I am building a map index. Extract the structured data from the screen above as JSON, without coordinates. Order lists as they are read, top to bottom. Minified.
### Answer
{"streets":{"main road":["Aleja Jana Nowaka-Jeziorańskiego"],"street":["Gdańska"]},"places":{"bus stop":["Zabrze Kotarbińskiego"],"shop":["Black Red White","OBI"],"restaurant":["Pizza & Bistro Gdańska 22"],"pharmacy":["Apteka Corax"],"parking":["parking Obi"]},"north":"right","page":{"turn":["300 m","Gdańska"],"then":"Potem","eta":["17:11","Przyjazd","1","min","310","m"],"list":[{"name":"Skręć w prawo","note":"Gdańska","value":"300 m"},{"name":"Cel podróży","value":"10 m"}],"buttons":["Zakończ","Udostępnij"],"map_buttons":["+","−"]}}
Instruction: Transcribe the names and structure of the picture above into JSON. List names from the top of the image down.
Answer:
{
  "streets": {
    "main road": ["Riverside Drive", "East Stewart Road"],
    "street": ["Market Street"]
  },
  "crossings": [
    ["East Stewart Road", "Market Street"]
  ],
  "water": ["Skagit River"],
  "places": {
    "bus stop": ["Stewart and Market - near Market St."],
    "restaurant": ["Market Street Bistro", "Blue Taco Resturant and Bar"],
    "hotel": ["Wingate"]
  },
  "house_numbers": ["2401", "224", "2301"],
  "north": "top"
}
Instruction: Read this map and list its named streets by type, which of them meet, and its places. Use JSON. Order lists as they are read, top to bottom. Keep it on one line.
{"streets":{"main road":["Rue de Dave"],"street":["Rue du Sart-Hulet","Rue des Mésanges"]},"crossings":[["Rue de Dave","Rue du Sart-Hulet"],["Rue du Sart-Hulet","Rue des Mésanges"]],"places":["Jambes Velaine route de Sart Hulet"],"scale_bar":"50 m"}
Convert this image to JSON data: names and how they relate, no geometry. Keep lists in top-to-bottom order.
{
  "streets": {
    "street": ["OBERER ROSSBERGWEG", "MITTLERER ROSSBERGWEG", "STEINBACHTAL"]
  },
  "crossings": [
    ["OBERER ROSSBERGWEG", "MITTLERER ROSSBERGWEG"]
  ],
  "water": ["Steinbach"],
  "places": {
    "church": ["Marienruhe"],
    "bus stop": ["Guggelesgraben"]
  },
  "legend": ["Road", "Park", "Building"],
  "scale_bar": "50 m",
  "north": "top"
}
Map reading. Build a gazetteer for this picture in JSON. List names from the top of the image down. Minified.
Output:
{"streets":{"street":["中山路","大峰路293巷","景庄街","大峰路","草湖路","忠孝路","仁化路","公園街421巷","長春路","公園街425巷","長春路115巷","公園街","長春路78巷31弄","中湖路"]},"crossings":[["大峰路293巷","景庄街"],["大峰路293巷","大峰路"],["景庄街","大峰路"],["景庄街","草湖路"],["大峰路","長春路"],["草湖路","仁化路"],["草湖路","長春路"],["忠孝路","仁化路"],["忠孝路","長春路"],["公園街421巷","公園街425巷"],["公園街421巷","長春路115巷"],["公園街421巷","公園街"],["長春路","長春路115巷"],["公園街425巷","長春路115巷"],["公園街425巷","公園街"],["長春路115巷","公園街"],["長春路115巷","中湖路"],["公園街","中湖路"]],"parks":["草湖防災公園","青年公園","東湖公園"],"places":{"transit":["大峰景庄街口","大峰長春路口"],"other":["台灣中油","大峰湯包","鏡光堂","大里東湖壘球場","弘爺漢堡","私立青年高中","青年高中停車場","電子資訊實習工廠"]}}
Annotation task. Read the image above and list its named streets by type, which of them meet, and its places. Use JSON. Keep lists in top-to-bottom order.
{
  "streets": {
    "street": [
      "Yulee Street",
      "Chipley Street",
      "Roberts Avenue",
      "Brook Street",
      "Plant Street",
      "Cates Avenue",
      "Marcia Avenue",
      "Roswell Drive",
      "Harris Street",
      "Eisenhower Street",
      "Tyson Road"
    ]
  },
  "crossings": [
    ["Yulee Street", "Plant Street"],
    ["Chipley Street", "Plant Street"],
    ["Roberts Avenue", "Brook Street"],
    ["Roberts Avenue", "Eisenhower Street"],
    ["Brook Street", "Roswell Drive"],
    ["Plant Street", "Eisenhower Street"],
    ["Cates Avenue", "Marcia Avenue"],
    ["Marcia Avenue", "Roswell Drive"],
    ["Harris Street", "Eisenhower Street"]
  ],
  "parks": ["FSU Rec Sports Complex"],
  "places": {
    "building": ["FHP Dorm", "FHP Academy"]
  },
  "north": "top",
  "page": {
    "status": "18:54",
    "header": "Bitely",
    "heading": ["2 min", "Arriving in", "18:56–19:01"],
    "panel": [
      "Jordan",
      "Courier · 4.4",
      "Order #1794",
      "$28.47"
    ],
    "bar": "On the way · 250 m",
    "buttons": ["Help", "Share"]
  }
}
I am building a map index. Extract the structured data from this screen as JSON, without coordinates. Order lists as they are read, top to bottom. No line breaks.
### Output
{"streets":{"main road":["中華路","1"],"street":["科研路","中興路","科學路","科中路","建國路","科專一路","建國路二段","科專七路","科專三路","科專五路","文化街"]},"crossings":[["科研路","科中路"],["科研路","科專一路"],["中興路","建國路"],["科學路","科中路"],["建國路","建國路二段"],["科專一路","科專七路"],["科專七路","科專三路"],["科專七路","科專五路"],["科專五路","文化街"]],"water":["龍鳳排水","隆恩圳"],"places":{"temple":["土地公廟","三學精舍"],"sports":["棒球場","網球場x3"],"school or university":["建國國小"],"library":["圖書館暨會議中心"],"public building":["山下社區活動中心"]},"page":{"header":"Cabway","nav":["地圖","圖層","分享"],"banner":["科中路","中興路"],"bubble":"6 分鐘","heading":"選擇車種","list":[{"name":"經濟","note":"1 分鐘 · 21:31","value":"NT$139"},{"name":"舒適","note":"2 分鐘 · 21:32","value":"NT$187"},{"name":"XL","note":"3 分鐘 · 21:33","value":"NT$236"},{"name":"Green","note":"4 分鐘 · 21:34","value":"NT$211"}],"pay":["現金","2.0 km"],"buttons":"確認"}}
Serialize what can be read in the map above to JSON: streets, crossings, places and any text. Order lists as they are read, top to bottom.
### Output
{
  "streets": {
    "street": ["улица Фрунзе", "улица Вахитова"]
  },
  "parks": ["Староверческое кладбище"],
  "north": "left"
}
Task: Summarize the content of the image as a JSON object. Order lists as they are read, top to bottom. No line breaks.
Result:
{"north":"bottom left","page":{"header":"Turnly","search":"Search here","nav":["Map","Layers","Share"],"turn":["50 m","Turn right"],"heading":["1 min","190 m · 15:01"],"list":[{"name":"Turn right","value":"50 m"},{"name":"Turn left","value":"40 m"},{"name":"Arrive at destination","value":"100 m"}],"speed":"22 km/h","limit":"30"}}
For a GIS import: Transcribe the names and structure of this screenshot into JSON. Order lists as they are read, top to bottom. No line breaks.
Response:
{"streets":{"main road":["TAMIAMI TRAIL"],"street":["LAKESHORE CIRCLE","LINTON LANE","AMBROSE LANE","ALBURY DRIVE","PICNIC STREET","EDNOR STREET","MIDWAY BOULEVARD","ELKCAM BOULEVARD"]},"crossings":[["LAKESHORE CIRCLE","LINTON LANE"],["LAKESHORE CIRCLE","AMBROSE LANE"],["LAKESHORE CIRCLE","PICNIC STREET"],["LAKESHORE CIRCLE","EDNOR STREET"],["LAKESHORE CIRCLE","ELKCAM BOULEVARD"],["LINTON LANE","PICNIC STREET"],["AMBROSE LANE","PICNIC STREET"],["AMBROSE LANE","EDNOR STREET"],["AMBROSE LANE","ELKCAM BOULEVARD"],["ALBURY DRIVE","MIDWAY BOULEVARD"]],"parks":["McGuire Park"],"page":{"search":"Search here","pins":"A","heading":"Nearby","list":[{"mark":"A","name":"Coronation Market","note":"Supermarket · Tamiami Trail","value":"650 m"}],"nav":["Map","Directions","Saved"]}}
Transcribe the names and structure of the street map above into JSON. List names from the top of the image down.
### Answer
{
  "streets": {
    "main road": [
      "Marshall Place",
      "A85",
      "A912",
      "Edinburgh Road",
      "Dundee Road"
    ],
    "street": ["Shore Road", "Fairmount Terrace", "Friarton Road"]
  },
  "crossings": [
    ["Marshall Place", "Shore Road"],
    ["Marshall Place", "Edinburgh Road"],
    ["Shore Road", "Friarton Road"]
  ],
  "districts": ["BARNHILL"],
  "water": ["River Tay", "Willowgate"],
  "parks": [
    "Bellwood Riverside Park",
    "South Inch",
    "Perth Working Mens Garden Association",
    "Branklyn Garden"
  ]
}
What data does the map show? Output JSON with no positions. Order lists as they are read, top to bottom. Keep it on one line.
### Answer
◆ ◆ ◆ ◆ ◆ ◆ ◆
[Problem to work on] Every line from the one containing "What data does" through the last line of the entries should be output exactly; nothing else belongs in the reply.

[Answer to the exercise]
What data does the map show? Output JSON with no positions. Order lists as they are read, top to bottom. Keep it on one line.
### Answer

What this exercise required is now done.